Un bon exemple de classe en résidence est le projet en cours de la musicienne Emmanuelle Lizère, qui est venue présenter « Le murmure des arbres » au Festival. C’est un travail croisé de création sonore, musicale, et de création à travers différentes techniques d’art plastique, notamment des encres végétales et fabrication de supports. Les élèves sont venus en octobre faire un travail de collectage sur le site de Royaumont puis, après une deuxième journée à l’école, ils devraient revenir, en janvier 2021 pour prolonger ce travail de production artistique. Ce genre de projet s’adresse généralement à des grands primaires, ici une classe de CM1-CM2.


Jocelyn Mienniel

Dans le cadre de la convention de partenariat avec la ville de Gonesse renouvelée pour la quatrième fois pour trois ans, la ville bénéficie d’une des deux classes en résidence de Royaumont. Deux spectacles de la programmation des ensembles en résidence ou des artistes associés à Royaumont sont accueillis dans la saison culturelle de la ville et, autour de cette diffusion, des actions sont organisées autour des publics locaux. Action malheureusement suspendue, Circles de Jocelyn Mienniel était pressenti pour être programmé dans la saison culturelle de Gonesse suite à sa création dans le Festival. Des actions étaient prévues en direction du conservatoire de la ville. Dans le cadre de la convention, sont prévus un programme d’intervention en atelier périscolaire avec des artistes et une sortie de familles à Royaumont dans le cadre du dispositif d’été de la ville pour une cinquantaine de personnes de toutes générations autour d’un thème d’atelier, d’une visite contée chaque année en juillet-août.

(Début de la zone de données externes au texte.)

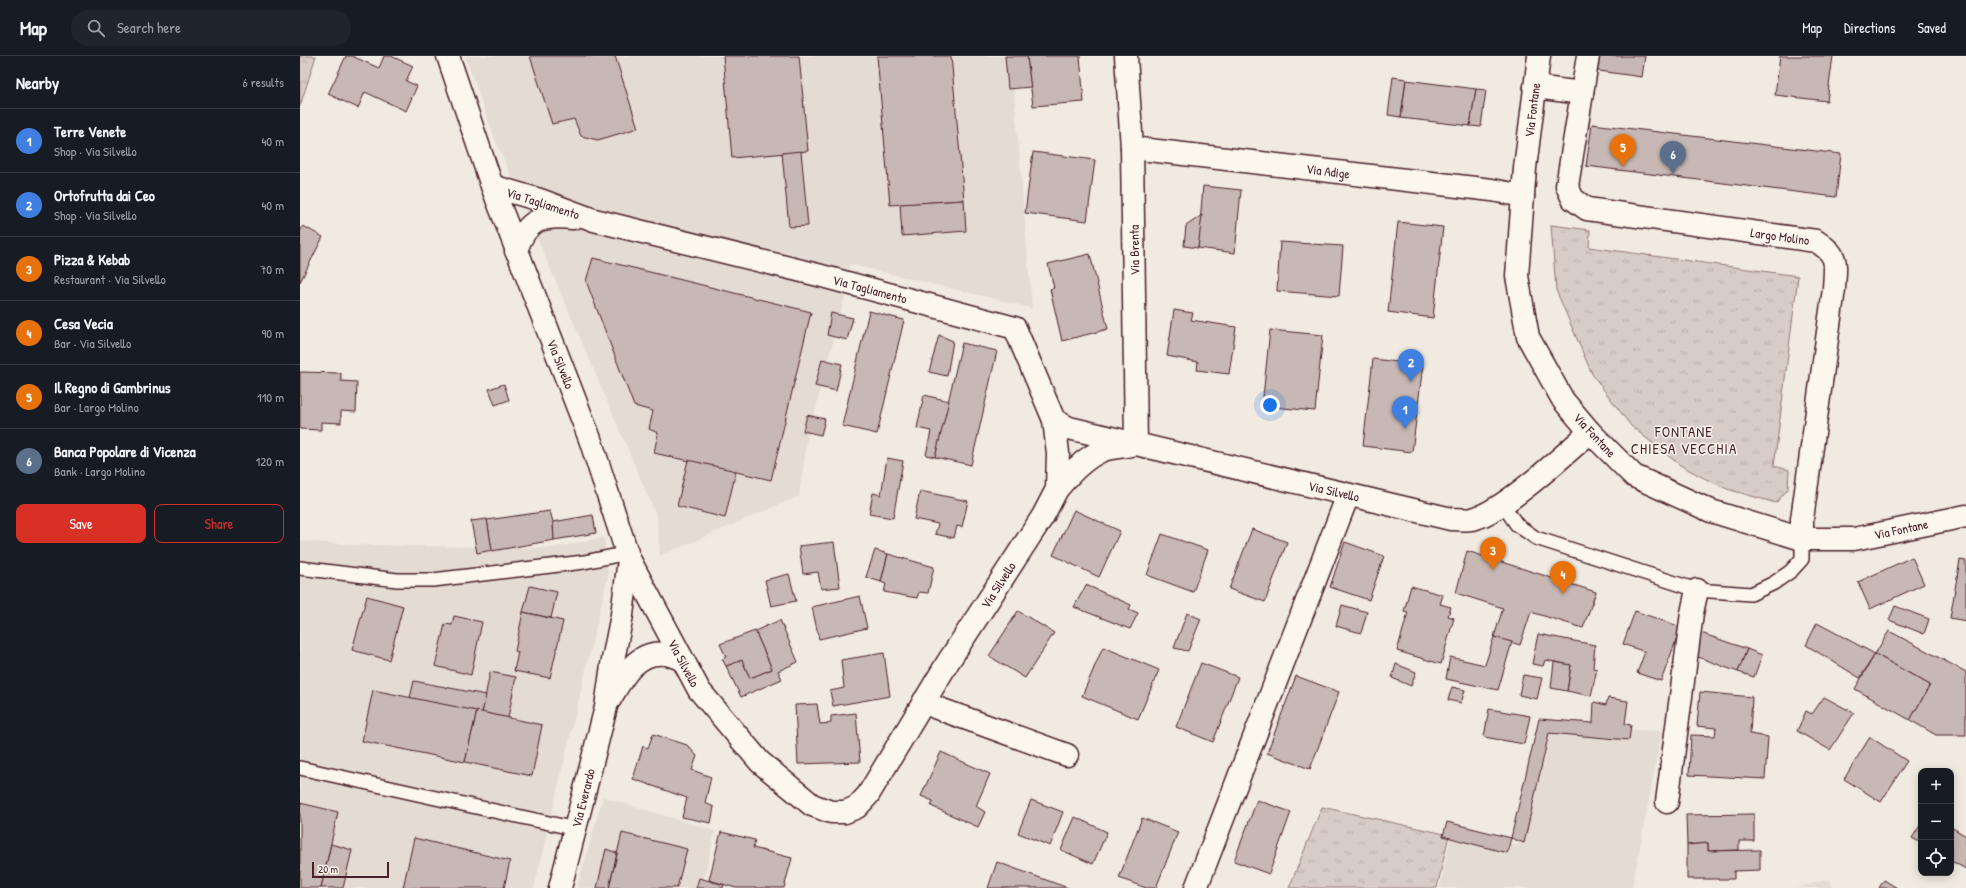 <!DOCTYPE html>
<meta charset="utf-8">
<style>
:root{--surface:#171b24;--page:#20242c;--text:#f1f3f6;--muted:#9ea1a6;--line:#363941;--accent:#d93025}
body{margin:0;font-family:"Patrick Hand",sans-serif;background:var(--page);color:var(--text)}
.controls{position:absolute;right:12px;bottom:12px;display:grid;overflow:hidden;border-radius:8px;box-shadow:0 2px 10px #0003}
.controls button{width:36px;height:36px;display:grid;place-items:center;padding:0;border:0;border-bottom:1px solid var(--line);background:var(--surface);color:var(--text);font:20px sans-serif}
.scale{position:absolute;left:12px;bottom:10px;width:77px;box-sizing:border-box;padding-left:4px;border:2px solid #4a1f2b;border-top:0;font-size:11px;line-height:14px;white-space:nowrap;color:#4a1f2b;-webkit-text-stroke:3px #fbf7ec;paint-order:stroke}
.you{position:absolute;left:970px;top:349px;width:14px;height:14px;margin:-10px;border:3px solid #fff;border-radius:50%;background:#1a73e8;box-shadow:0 0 0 6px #1a73e833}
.badge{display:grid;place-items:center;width:26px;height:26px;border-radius:50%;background:var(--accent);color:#fff;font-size:13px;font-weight:700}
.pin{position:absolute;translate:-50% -33px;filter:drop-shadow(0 1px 2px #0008)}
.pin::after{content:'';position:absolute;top:21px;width:14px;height:12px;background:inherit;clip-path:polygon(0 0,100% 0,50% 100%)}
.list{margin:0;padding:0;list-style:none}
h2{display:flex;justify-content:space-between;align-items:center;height:52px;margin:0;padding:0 16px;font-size:17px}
h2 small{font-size:13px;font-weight:400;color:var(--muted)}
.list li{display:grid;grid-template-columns:26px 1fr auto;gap:12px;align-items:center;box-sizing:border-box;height:64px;padding:0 16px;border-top:1px solid var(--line)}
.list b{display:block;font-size:15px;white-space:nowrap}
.list p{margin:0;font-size:13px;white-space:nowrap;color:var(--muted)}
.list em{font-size:13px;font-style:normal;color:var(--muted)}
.actions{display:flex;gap:8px;padding:12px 16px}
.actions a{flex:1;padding:9px 0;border:1px solid var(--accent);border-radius:8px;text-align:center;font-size:14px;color:var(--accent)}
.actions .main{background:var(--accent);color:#fff}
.icon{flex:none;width:22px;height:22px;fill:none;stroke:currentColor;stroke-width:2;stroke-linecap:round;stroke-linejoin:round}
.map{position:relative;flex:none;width:1666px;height:832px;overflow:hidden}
header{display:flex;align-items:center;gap:24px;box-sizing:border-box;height:56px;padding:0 20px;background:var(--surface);border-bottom:1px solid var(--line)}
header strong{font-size:19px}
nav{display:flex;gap:22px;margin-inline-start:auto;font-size:14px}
.search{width:280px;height:36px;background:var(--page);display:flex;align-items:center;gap:10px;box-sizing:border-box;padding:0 14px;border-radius:22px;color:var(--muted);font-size:15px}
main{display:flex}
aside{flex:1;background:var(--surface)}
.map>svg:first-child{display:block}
.built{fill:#e4dbd2}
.grass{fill:url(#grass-tufts);stroke:#917678}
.building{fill:#c8b8b3;stroke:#4a1f2b}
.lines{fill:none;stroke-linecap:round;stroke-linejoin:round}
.service-casing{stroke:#4a1f2b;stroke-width:16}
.minor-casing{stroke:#4a1f2b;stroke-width:25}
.tertiary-casing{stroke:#4a1f2b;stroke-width:25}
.service{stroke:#fbf7ec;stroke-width:13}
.minor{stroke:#fbf7ec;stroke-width:22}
.tertiary{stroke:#fbf7ec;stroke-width:22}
.labels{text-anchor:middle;stroke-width:3;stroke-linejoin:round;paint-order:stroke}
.street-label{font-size:13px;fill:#4a1f2b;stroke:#fbf7ec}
.quarter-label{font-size:15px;letter-spacing:1px;fill:#4a1f2b;stroke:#fbf7ec}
</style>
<header>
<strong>Map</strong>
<div class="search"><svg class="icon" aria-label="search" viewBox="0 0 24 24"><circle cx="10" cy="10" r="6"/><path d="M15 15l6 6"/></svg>Search here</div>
<nav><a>Map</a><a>Directions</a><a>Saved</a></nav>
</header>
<main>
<aside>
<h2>Nearby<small>6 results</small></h2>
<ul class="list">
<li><span class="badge" style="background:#3f7fe0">1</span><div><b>Terre Venete</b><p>Shop · Via Silvello</p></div><em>40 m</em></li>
<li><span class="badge" style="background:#3f7fe0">2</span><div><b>Ortofrutta dai Ceo</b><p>Shop · Via Silvello</p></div><em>40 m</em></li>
<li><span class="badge" style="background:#e8710a">3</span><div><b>Pizza &amp; Kebab</b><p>Restaurant · Via Silvello</p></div><em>70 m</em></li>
<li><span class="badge" style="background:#e8710a">4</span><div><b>Cesa Vecia</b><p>Bar · Via Silvello</p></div><em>90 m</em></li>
<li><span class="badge" style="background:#e8710a">5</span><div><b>Il Regno di Gambrinus</b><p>Bar · Largo Molino</p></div><em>110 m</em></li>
<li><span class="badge" style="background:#5c6f8a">6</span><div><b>Banca Popolare di Vicenza</b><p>Bank · Largo Molino</p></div><em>120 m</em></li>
</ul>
<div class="actions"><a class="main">Save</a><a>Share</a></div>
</aside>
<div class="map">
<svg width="1666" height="832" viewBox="0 0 1666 832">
<defs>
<pattern id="grass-tufts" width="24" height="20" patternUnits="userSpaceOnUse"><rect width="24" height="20" fill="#d8ccc6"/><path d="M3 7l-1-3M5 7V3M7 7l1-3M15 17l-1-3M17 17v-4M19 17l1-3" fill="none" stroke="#bbafaa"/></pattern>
</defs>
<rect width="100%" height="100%" fill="#f0eae0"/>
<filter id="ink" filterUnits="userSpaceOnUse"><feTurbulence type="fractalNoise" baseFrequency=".025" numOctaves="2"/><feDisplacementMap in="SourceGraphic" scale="8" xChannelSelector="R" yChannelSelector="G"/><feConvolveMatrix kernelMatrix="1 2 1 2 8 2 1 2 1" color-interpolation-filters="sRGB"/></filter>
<g filter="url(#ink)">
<g class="built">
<path d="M165,0H711L732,252L549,208L544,243L507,385L499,440L360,500L357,461L197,88Z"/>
<path d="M304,481L308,520L234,832H0V485L56,489L254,492Z"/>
<path d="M1248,670L1362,675L1332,832H1140L1150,784L1218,789Z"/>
<path d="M303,741L415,775L402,832H277Z"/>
<path d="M1530,823L1533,832H1496Z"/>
</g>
<g class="grass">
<path d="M0,0H16L0,50Z"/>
<path d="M1251,169L1290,174L1289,191L1498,220L1474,410L1489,414L1488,433L1476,447L1427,433L1402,421L1380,409L1331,370L1292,318L1256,234Z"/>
<path d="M1022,751L1149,779L1137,832H989Z"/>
</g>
<g class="building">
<path d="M46,0H52L79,12L84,0H91L113,10L106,25L117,30L106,55L65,36L58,52L28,38Z"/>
<path d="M230,0H315L338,72L298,84L281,80L274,63L252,68Z"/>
<path d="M423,0H499L508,95L432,102Z"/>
<path d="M577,0H651L664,144L590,149Z"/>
<path d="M705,0H727L731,31L708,33Z"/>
<path d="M727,0H780L784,46L733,50Z"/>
<path d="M1294,0H1345L1342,21L1292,14Z"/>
<path d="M1480,0H1533L1527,45L1475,39Z"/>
<path d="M1093,21L1106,23L1101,61L1088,59Z"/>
<path d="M1106,24L1176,33L1170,70L1101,62Z"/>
<path d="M1176,33L1186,34L1181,71L1170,70Z"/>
<path d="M1292,68L1541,98L1536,141L1286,110Z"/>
<path d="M501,95L508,170L489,171L482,97Z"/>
<path d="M733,96L795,104L787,165L725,157Z"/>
<path d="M903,130L941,134L935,197L898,192Z"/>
<path d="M664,144L666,175L602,180L600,148Z"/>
<path d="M902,159L898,192L884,190L886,170Z"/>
<path d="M1098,166L1143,171L1133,262L1088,256Z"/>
<path d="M3,170L23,181L0,226V176Z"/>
<path d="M980,186L1043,190L1039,240L977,235Z"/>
<path d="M790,198L808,273L762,285L750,233L754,232L748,208Z"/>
<path d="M293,202L511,256L471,424L354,397L358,377L349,373L353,355L334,350L286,225Z"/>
<path d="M874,254L893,257L891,264L936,271L929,318L897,314L898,306L867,300Z"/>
<path d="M569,255L604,264L577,378L542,370Z"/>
<path d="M531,257L553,262L547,284L527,279Z"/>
<path d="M970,274L1023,279L1015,355L962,350Z"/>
<path d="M639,279L653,285L647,320L629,316Z"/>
<path d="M662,287L697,295L671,409L635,401Z"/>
<path d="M522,303L542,308L536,335L515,330Z"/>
<path d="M1073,303L1123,309L1112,396L1063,390Z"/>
<path d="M0,316L41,317V325L57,326L56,356L41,355V367L21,366V374L0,373Z"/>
<path d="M204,328L209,344L195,349L189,333Z"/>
<path d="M624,339L649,345L635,401L626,399L631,375L617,372Z"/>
<path d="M507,359L525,363L521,379L503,375Z"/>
<path d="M587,402L603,405L593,462L569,458L573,437L581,439Z"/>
<path d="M388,404L436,415L425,462L377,450Z"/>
<path d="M620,435L668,445L662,471L657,470L654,482L635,478L638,468L614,463Z"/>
<path d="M774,454L820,475L799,521L753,499Z"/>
<path d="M250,455L253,466L254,484L192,495L187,464Z"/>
<path d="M293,459L296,477L254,484L253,466Z"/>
<path d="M187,463L192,494L177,497L171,465Z"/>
<path d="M952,473L987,486L965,546L929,533Z"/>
<path d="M862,478L908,494L893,536L847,519Z"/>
<path d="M534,486L540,531L521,533L518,516L503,518L499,490Z"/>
<path d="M1045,486L1084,500L1069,544L1030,531Z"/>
<path d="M575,494L588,498L581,526L566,521Z"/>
<path d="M1167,495L1296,536L1283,572L1231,556L1220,589L1194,581L1203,552L1156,537Z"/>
<path d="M588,498L634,511L628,537L619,536L617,542L584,536L586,528L581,526Z"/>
<path d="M1612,501L1624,528L1570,553L1558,526Z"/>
<path d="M1660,504L1666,505V565L1650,562Z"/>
<path d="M489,518L496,545L471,550L465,524Z"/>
<path d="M786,529L831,549L829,553L838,557L830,573L774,551Z"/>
<path d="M230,530L257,536L251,562L223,556Z"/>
<path d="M1111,530L1143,539L1140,548L1151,551L1148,560L1154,562L1141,608L1097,595L1108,556L1104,555Z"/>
<path d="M67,540L103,550L89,604L52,594Z"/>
<path d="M560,540L567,572L519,583L512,551Z"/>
<path d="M1042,549L1067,556L1061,577L1036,570Z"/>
<path d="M1595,550L1629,563L1624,578L1589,564Z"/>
<path d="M718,555L754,577L725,622L689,600Z"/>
<path d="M1335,555L1381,571L1361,625L1337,617L1345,596L1323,588Z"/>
<path d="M223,556L263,565L250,622L214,615L218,596L215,595Z"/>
<path d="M887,557L901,563L888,595L874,592Z"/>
<path d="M154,560L182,566L171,619L135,610L145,568L152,569Z"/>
<path d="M480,564L498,606L478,615L482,623L441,641L426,610L442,604L450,622L472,613L455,575Z"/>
<path d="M1517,567L1575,598L1560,622L1506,589Z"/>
<path d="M455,575L472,613L450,622L442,604L426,610L422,603L426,601L420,588Z"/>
<path d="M1589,575L1666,616V679H1636L1610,664L1630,629L1575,598Z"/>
<path d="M1401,577L1447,593L1438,616L1393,599Z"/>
<path d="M1238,578L1295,589L1293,612L1297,613L1291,640L1267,635L1271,609L1245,604L1243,610L1232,608Z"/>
<path d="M1194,581L1212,586L1198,634L1146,623L1150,601L1185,609Z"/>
<path d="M803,591L859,614L838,663L782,640Z"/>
<path d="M1447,593L1462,599L1454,621L1438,616Z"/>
<path d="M584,597L590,640L533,650L530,635L544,632L541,604Z"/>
<path d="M1575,598L1630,629L1610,664L1555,633Z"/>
<path d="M1254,606L1271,609L1267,635L1251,632Z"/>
<path d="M901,607L938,621L913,686L876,671Z"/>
<path d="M1096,608L1116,616L1111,630L1092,622Z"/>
<path d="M190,616L216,621L208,662L182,657Z"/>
<path d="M1223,619L1242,622L1237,643L1219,639Z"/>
<path d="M996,620L1039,636L1010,713L967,697Z"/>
<path d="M114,625L186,639L182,657L110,642Z"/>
<path d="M1152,631L1165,634L1161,647L1148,644Z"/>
<path d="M73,634L177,655L165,706L62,685Z"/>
<path d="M1400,636L1452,641L1450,678L1468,681L1465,723L1389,719L1391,679L1415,680L1416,672L1397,670Z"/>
<path d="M1524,641L1554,657L1530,694L1497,675L1506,655L1512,658Z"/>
<path d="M1308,642L1328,645L1325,668L1331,669L1329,684L1249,677L1224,787L1211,782L1239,663L1293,667L1294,646L1306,649Z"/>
<path d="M517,648L520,668L531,667V660L556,657L560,706L498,708L495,649Z"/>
<path d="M1189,653L1230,660L1224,688L1184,681Z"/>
<path d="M177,655L242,669L232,720L165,706Z"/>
<path d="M353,678L387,689L397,700L392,714L411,721L405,747L414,751L411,767L382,761L387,742L333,723L343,690L348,692Z"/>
<path d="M1570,681L1607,705L1581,746L1544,723Z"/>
<path d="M641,696L690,718L676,750L685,756L678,771L631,750L633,745L621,740Z"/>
<path d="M731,744L763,756L750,790L718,777Z"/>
<path d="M957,744L991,756L969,818L934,805Z"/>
<path d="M0,747L38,756L21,832H0Z"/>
<path d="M1454,758V785H1439V794L1408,795V787L1387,789L1386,759Z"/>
<path d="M775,761L807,776L793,808L761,794Z"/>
<path d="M842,762L878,776L856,832H846L819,822Z"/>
<path d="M1147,766L1211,782L1207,797L1143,780Z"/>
<path d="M1621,768V787L1612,782Z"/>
<path d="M1651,771L1666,780V813L1651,805Z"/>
<path d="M421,776L455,784L453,792L492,802L484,832H436L409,824Z"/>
<path d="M322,777L387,793L377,832H309Z"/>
<path d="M114,782L210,805L204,832H103Z"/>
<path d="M1408,787V795L1460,794V814L1434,815V823H1387V789Z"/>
<path d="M31,788L52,794L43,832H21Z"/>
<path d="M306,793L317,797L309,832H297Z"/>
<path d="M697,806L768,832H688Z"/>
<path d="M399,822L424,829L423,832H396Z"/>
<path d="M1584,824L1597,832H1579Z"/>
</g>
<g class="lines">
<defs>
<g id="service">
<path d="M1203,449L1217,469L1236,482L1397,534L1451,538L1474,527L1491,515L1502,503V483"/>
<path d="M0,512L97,524H133L284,506L328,497"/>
<path d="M0,712L276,773"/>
</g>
<g id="minor">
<path d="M148,0L192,130L290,383L329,503L399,634L460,706L512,749L531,756H545L557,751L568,739L648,606L743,460L757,433L758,397L754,364L715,272L518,219L294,164L240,144L192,130"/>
<path d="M826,0L832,92L836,388"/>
<path d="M1288,0L1267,130L1273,143L1287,153L1516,185C1540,200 1535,207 1534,233L1502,463V483"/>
<path d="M1235,31L1282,37"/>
<path d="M832,92L1192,134L1223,140"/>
<path d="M216,195C226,163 242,159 273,162"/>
<path d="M754,364L769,372L1151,463C1158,463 1166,464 1172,463C1202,457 1265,398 1290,376"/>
<path d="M757,433C770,418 784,402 803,394C811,391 822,391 831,389"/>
<path d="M310,643C322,622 337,594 365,598C371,598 377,602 383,604"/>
<path d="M624,645L637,652L767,699"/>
<path d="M1367,746L1392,557L1397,534"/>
<path d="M260,832L306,651L312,609L322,559L329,503"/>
<path d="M896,832L1048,439"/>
</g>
<path id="tertiary" d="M1239,0L1225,112L1217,220L1228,281L1263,344L1290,376L1334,420L1411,455L1502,483H1554L1666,460"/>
</defs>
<use href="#service" class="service-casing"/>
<use href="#minor" class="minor-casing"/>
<use href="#tertiary" class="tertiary-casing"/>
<use href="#service" class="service"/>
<use href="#minor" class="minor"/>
<use href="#tertiary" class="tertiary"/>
</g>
</g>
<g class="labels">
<g class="street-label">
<text transform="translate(1232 54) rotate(-83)" y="5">Via Fontane</text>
<text transform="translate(1028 115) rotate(7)" y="5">Via Adige</text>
<text transform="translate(243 147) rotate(18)" y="5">Via Tagliamento</text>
<text transform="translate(1480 180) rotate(8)" y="5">Largo Molino</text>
<text transform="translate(834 194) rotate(-91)" y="5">Via Brenta</text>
<text transform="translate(570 233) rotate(15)" y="5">Via Tagliamento</text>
<text transform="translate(261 308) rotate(68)" y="5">Via Silvello</text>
<text transform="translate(1295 379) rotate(47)" y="5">Via Fontane</text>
<text transform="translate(1034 435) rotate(13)" y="5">Via Silvello</text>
<text transform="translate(1601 473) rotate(-12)" y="5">Via Fontane</text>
<text transform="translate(698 529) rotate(-57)" y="5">Via Silvello</text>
<text transform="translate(384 607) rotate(62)" y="5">Via Silvello</text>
<text transform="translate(283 742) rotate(-76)" y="5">Via Everardo</text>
</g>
<g class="quarter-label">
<text x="1384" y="381">FONTANE<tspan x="1384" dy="17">CHIESA VECCHIA</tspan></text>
</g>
</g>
</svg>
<div class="controls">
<button>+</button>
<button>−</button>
<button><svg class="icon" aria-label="locate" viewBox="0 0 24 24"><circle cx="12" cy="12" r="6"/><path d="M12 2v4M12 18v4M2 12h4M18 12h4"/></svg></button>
</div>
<div class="scale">20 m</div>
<div class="you"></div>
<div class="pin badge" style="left:1105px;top:373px;background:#3f7fe0">1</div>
<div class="pin badge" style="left:1111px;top:326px;background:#3f7fe0">2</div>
<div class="pin badge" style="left:1193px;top:514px;background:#e8710a">3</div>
<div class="pin badge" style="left:1263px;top:538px;background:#e8710a">4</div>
<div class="pin badge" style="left:1323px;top:111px;background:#e8710a">5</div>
<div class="pin badge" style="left:1373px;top:118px;background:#5c6f8a">6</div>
</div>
</main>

Les autres projets réguliers

Parmi les autres projets réguliers, les parcours scolaires du Festival de Royaumont en partenariat avec la communauté d’agglomération Roissy Pays de France concernent une trentaine de classes autour d’un parcours d’école du spectateur. Cinq projets artistiques de musique et de danse s’adressent à deux tranches d’âge : maternelle-CE1, CM1-CM2. Chaque classe a droit à un atelier animé par les artistes dans les écoles et à une journée à Royaumont de jeux-parcours et de concerts scolaires. Le projet se concentre sur les mois de septembre et octobre, au moment de la rentrée scolaire et du Festival. Roissy Pays de France prolonge l’ancienne relation que Royaumont a avec le territoire urbanisé comprenant 42 villes aux 3/4 dans l’est du Val d’Oise et à 1/4 en Seine-et-Marne. En outre, un ou deux programmes sont diffusés sur le territoire, soit pendant le Festival soit en dehors. Le projet La fontaine en musique en est un bon exemple (lire ici).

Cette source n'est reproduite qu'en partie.